:: Exercise details ::
Nothing may be left out, so copy every entry exactly.

Collected data

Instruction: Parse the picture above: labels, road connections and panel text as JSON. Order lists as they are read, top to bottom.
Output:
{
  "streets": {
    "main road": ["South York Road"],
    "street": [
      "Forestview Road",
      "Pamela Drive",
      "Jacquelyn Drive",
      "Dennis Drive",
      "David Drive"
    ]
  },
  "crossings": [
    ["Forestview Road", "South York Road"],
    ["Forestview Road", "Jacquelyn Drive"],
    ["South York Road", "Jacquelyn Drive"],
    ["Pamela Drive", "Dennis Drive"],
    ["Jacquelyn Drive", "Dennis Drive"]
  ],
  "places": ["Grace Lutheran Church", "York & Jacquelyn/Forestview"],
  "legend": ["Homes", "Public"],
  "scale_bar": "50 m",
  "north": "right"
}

:: Task response ::
Instruction: Parse the picture above: labels, road connections and panel text as JSON. Order lists as they are read, top to bottom.
Output:
{
  "streets": {
    "main road": ["South York Road"],
    "street": [
      "Forestview Road",
      "Pamela Drive",
      "Jacquelyn Drive",
      "Dennis Drive",
      "David Drive"
    ]
  },
  "crossings": [
    ["Forestview Road", "South York Road"],
    ["Forestview Road", "Jacquelyn Drive"],
    ["South York Road", "Jacquelyn Drive"],
    ["Pamela Drive", "Dennis Drive"],
    ["Jacquelyn Drive", "Dennis Drive"]
  ],
  "places": ["Grace Lutheran Church", "York & Jacquelyn/Forestview"],
  "legend": ["Homes", "Public"],
  "scale_bar": "50 m",
  "north": "right"
}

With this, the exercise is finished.